The code in this project exports some of its intermediate data in the Apache Parquet format under ./Output/Data. Apache Parquet is a file format that allows for compressed storage and fast readability of datasets, and stores the datatype of each variable with the dataset for ease of handling (https://parquet.apache.org/). Parquet files can be read with the arrow R-package.

Folder Structure

  • ./Code: Contains the code of the project. The code subfolders are numbered by order of execution. All files within a subfolder can be executed in parallel. Scripts that are not positioned in a subfolder (e.g. ./Code/analysis.R) contain functions that are sourced and called by other files.
  • ./Data: Contains the data required for running the code.
  • ./Output: Contains all figures, tables, reports, and datasets generated by the code.
  • ./renv: Contains scripts for establishing the renv environment and package management
  • ./Code/00_Preparation: Contains scripts that need to be executed before analysing the data (e.g. downloading copy number data, mapping cell line and Uniprot IDs)
  • ./Code/01_Preprocessing: Contains the code to preprocess proteomics, copy number, and further datasets.
  • ./Code/02_DosageCompensation: Contains scripts that determine the buffering ratio and bufffering classes for all datasets.
  • ./Code/02_DosageCompensation/Evaluation: Contains scripts for visualizing and evaluating calculated buffering ratios.

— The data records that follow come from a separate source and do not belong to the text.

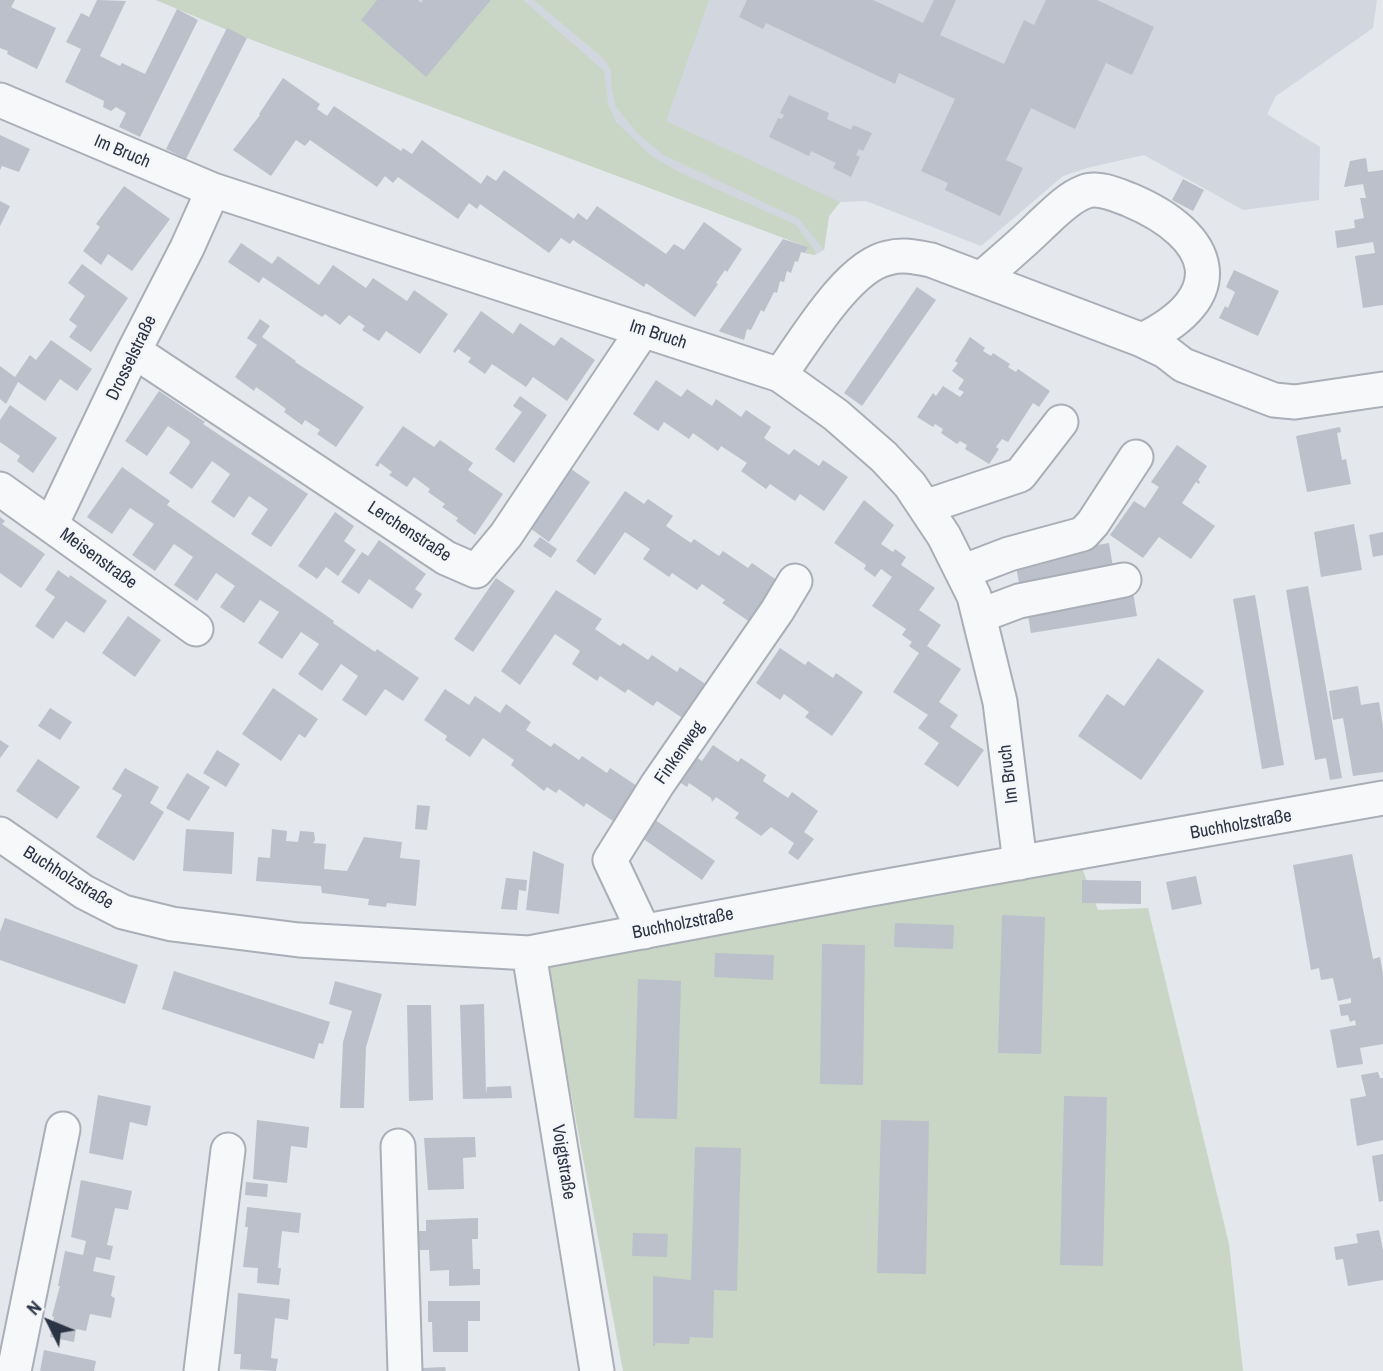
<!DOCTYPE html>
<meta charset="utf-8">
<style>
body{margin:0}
#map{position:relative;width:1383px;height:1371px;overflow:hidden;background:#e4e7ec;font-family:"Archivo Narrow",sans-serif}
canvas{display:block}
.north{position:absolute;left:14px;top:1287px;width:70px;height:70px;-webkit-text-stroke:5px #f4f6f9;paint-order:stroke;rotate:313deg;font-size:19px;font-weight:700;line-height:28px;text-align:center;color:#2b3445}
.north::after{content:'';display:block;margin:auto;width:24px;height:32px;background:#2b3445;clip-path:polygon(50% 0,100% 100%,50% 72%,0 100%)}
</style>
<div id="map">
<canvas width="1383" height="1371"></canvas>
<div class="north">N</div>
</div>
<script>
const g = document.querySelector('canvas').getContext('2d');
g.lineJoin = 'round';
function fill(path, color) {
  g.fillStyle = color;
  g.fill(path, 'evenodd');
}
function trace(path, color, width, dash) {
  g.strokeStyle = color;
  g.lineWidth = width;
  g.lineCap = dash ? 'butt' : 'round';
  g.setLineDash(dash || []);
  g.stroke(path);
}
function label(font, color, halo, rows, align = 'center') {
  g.font = font + ' "Archivo Narrow",sans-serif';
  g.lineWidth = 5;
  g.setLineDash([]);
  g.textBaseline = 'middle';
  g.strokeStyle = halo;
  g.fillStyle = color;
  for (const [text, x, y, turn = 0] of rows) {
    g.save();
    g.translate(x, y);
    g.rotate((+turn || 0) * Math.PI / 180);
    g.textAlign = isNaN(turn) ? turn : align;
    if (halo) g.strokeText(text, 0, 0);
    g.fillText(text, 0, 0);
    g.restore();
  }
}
const built = new Path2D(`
 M156,0H1377L1373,28L1276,96L1267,114L1320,147L1319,200L1243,210L1144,155L1087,168L1063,176L981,246L866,201L840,202L829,216L824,250L815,255L805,253L808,247L247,38Z`);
const green = new Path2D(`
 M156,0H377L361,20L426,77L491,0H523L604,71L608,104L616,122L651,156L679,172L796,225L816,252L815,255L805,253L808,247L247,38Z
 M534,0H709L666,121L840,202L829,216L824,250L799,219L664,155L639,135L616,107L612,91L611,70L604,59Z
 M1079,860L1098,910L1148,908L1229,1244L1243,1371H623L547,966Z`);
const building = new Path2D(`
 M0,0H15L11,7L56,28L37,69L7,54L8,51L0,48Z
 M97,0L126,1L100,56L120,66L122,63L145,74L177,9L198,20L140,137L119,127L126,113L116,107L111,111L103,107L104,101L65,82L81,49L66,42L81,13L89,17Z
 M377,0H418L421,3L423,0H491L426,77L361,20Z
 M747,0H873L923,23L934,0H956L940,35L1004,64L1024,20L1034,25L1046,0H1097L1154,27L1132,75L1106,63L1075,129L1031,108L1006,160L1023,168L1000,216L945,190L948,183L921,171L955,99L899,73L895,84L766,23L763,29L739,17Z
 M227,28L247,38L186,159L166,149Z
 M283,78L320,104L317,109L327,116L334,106L401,151L403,148L412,154L422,140L481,184L487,175L496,181L504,170L574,219L578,213L587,220L597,206L666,254L674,244L684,250L704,222L742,249L727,272L725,270L716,283L718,284L695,317L646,283L644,287L573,240L570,244L561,238L549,253L480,204L477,209L469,203L458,219L398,177L393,183L385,176L377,187L310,140L305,146L296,140L271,176L233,150L260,115L259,114Z
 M789,95L829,113L827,119L851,130L853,125L872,133L863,151L859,149L856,155L860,157L851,177L833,168L836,163L811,151L809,156L769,137L778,118L782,119L784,115L780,113Z
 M0,135L30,149L19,172L2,166L0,170Z
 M1366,158L1368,172L1383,170V305L1363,308L1355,256L1375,253L1373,242L1337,248L1335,231L1355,228L1354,220L1364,218L1360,198H1366L1363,184L1344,187L1350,161Z
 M1183,179L1204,190L1193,211L1172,200Z
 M124,186L170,219L132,271L108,254L101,265L83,251L100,227L96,224Z
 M0,201L10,206L0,226Z
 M783,239L808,247L805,253L801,252L798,262L795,261L791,273L787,271L784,282L780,281L777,293L774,292L764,312L761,310L751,330L747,329L744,340L721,332L719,331Z
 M241,243L272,264L278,256L319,285L333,265L366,288L373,278L407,301L414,290L448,314L420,354L386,331L379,341L362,330L365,326L349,315L340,325L325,314L322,317L263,277L259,283L228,262Z
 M82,264L128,298L91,352L69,337L77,326L69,320L85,296L68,283Z
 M1234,270L1279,291L1258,336L1219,318L1225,306L1228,308L1235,292L1226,287Z
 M917,287L936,300L862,406L844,393Z
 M481,311L513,334L520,323L554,346L561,337L595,360L567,401L533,377L526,387L492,364L485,374L468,362L471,358L458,349L455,353L453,351Z
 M260,319L270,326L262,337L296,361L295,362L364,407L336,447L317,434L320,430L305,420L302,425L284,412L286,409L270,397L256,387L254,391L235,377L257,345L247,338Z
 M970,337L985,348L983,351L991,356L993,353L1010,364L1008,367L1016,372L1018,369L1050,391L1039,407L1033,403L1008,442L1002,439L996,447L999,449L989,464L965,449L967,445L960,441L957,444L941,433L943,429L935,424L933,427L917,417L933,393L936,396L943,386L960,397L964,392L958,389L964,380L952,371L958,363L955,361Z
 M51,340L92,369L77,391L60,379L45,401L18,382L6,404L0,399V366L15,377L30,355L36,360Z
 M656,380L681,397L687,389L712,406L716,399L741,417L746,410L771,427L764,438L789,455L794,449L819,466L823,460L848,477L824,511L800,494L795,501L770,484L766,489L741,471L747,463L721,446L718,451L693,433L689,439L664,422L658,431L633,414Z
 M159,391L205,422L203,424L308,494L271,547L251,534L268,509L249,496L234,518L211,502L230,474L212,461L192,489L169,473L190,443L189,440L168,426L147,456L125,441Z
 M520,396L547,415L514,463L495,449L522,412L513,406Z
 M10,405L57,438L33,473L17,461L20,456L0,442V420Z
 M403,426L434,447L440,440L473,463L468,470L503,494L475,535L456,521L458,518L442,507L445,504L428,492L430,489L414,477L407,487L389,475L392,472L380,463L378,467L375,465Z
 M1340,427L1341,432L1337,433L1342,460L1346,459L1351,484L1307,492L1296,436Z
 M1177,445L1207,466L1198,480L1200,482L1199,484L1196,482L1182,503L1215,526L1191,559L1159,537L1143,558L1110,535L1134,501L1145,508L1159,487L1151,482Z
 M122,467L170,501L167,505L334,621L333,623L375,652L377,649L419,678L403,701L385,689L366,716L342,700L358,676L341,664L322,691L298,674L319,644L301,632L282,659L258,643L279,612L260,600L244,623L220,607L235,586L216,573L197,601L174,585L193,557L174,544L155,571L132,555L154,524L130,508L112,534L87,517Z
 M571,469L590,482L549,542L530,528Z
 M625,491L644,504L648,499L673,516L666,526L691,543L694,539L719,556L723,551L748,568L752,563L778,581L750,622L722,603L725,600L702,584L697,590L672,573L669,577L643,559L650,549L625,532L595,575L576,561Z
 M864,500L894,525L881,544L893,552L895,549L906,557L901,565L935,588L919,610L941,625L927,646L961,669L939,702L958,715L950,727L984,750L958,787L924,764L939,743L918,728L928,715L893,692L919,653L909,646L912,642L902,635L906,629L872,606L892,577L881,569L875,577L864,569L866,565L834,543Z
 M335,512L354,526L344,541L356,550L338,576L326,567L317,579L298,566Z
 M0,517L5,521L2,524L45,554L21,588L0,573Z
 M1354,524L1362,570L1321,577L1314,532Z
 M1383,532V555L1373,557L1369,535Z
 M540,537L557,549L551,558L533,546Z
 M379,540L426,574L415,589L422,594L412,609L369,579L359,594L341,582L362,552L368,556Z
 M1109,543L1113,567L1019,583L1015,560Z
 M58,570L69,578L70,575L107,601L84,633L66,621L53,639L35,626L55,597L45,590Z
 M496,578L515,591L473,652L454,639Z
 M1308,586L1342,778L1330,780L1326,758L1315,760L1286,590Z
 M556,590L602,619L595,629L620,646L623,643L648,660L652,655L677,672L680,667L707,685L684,719L657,701L653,706L628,689L625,693L600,676L597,681L572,664L580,651L555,634L520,685L501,671Z
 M1133,592L1137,616L1031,633L1027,610Z
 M1255,595L1284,765L1262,769L1233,599Z
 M128,616L161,640L135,677L102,653Z
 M780,648L805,665L808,661L833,678L836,673L863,692L832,736L805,717L809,712L784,694L780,700L756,683Z
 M1158,658L1204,691L1141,780L1078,736L1107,694L1124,706Z
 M1358,686L1361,705L1379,702L1383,726V772L1353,776L1343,718L1333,720L1329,691Z
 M273,688L318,719L305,738L299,734L281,761L242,734Z
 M445,689L469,705L475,696L500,713L506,704L531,722L526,730L551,747L554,743L579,760L582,756L607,773L610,768L637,786L613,821L586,803L584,807L559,789L556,793L547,787L544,791L511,765L514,760L483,738L470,757L445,740L447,736L424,720Z
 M50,708L72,722L60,740L38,726Z
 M0,740L9,746L0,758Z
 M713,745L738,762L741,758L766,775L763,781L788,798L792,792L818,811L804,832L814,839L798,860L788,853L794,843L771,827L761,836L735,818L739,813L716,797L712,802L711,798L689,783L687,787L673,778L690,753L702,761Z
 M217,750L240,764L226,787L203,773Z
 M38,759L80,787L57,819L16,791Z
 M125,768L159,787L150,803L164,812L134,861L96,837L122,795L112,789Z
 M187,773L210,787L189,821L166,808Z
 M417,805L430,806L427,830L415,829Z
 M648,815L715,861L702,880L635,833Z
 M186,829L234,832L232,874L183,871Z
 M272,829L287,831L286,841L298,842L300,831L314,832L315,840L313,843L326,844L324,869L347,871L364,837L402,842L400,858L420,860L416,906L387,903L386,907L368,905L369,899L322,893L321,886L256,881L258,857L270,858Z
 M533,851L564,864L559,914L526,910Z
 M1352,854L1373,959L1380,957L1383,974V1044L1360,1048L1363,1064L1337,1068L1330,1030L1356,1025L1355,1020L1350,1022L1348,1015L1341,1016L1339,1005L1351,1003V998L1338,1001L1333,978L1321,980L1319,968L1311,970L1293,865Z
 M1196,876L1202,904L1172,910L1166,882Z
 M506,878L527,880L526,891L519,890L517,910L501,909Z
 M1082,880L1141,881V904L1082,903Z
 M1002,915L1045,917L1041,1054L998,1053Z
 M5,918L138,965L125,1004L0,960V932Z
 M895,923L954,925L953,949L894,947Z
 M822,944L865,945L863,1085L820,1084Z
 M715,953L774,955L773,980L714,977Z
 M174,971L330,1022L323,1044L319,1043L314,1059L162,1009Z
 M638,979L681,981L677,1119L634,1118Z
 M335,981L382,994L366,1047L364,1108H340L343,1042L352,1011L329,1004Z
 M484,1004L486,1094L487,1087L511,1086L512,1098L463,1099L460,1005Z
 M407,1005H431L433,1100L409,1101Z
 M1378,1072L1380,1078H1383V1140L1357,1146L1350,1099L1366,1096L1361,1075Z
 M98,1095L151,1106L147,1126L130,1122L123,1160L89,1153Z
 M1064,1096L1107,1097L1103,1266L1060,1265Z
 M257,1120L309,1127L307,1148L291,1146L287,1183L253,1179Z
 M881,1120L929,1121L926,1274L877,1273Z
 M475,1137L476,1157L463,1158L464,1189L428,1190L424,1138Z
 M695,1147L741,1148L737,1291L714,1290L713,1338L690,1337L689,1344L655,1343V1346H653V1276L691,1280Z
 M1383,1154V1201L1379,1202L1372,1156Z
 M81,1180L132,1191L128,1210L115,1208L107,1245L113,1246L110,1260L96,1257L93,1271L115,1276L111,1296L115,1298L111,1318L90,1314L86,1331L76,1329L74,1342L50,1337L54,1317L52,1316L60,1286H58L65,1251L83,1255L86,1241L71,1237Z
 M246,1182L268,1184L267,1197L245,1195Z
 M247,1207L301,1213L299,1233L282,1231L278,1268H281L279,1285L257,1283L258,1268L243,1267L248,1227H245Z
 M478,1218V1239H472L473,1269H480V1285L449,1286V1270L430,1271L429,1250H417L416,1231H426V1220Z
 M1379,1230L1383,1250V1280L1348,1286L1343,1259L1336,1260L1334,1247L1358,1243L1356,1234Z
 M633,1233L668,1234L667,1257L632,1256Z
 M238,1293L290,1299L288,1320L275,1318L271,1358L278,1359L276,1371L240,1369L241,1354H234Z
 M428,1301H480V1321H468V1352H433L432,1322H428Z
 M44,1350L96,1361L94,1371H40Z
 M445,1367L446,1371H423V1368Z`);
const minor = new Path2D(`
 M0,100L213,190L780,375L836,415L884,457L910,485L944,536L974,596L1000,702L1020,863
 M981,279C1001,261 1022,244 1041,225C1053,214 1068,198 1084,192C1098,186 1117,195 1130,200C1215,236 1233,296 1142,340
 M134,351L446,558L476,571L506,535L643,330
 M780,375C804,342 848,266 888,258C903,254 916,257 931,260L1142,340L1165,351L1183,365L1274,400L1295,402L1383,389
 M0,489L196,629
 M925,507L1020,475L1061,422
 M51,525L134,351L187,248L213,190
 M962,572L1009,554L1083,534L1093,523L1136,457
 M979,616L1019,601L1124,580
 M0,834L84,892L123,912L172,924L299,940L529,953L865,890L1383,798
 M644,932L610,860L657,785L777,611L795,581
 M529,953L597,1371
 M398,1146L405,1371
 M14,1371L63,1129
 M201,1371L228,1150`);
const streetNames = [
 ["Im Bruch",122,152,23],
 ["Im Bruch",658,335,18],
 ["Drosselstraße",132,358,-64],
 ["Lerchenstraße",409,532,33],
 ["Meisenstraße",98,559,36],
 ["Finkenweg",680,753,-55],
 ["Im Bruch",1009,774,-97],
 ["Buchholzstraße",1241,825,-10],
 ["Buchholzstraße",68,878,32],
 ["Buchholzstraße",683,924,-11],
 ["Voigtstraße",563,1162,81]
];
fill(built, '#d2d6de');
fill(green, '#c9d6c5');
fill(building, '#bbc0ca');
trace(minor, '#a9aeb7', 37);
trace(minor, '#f7f8fa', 33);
label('18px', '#2b3445', '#f4f6f9', streetNames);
</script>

Needs to be executed after ./Code/02_DosageCompensation/Evaluation/calculate_dc.R
  • ./Code/03_Analysis: Contains code that analyses multiple aspects of the generated buffering ratios and classes (unifactorial and multifactorial dosage compansation factor analysis, calculating sample/model buffering ratios, etc.).
  • ./Code/03_Analysis/Evaluation: Contains code that evaluates the performance of multifactorial models against each other (Out-of-sample prediction) and checks if SHAP-values of one factor are confounded by other factors.
  • ./Code/04_Screens: Contains code that uses buffering ratios and sample buffering ratios to identify differences in gene expression, drug response, proliferation, clinical features, mutations, ubiquitination, and gene essentiality between high and low buffering samples.
  • ./Code/05_Publication: Contains the code that generated the figures in the manuscript. Datasets generated in previous scripts are loaded and plots are exported as PDF.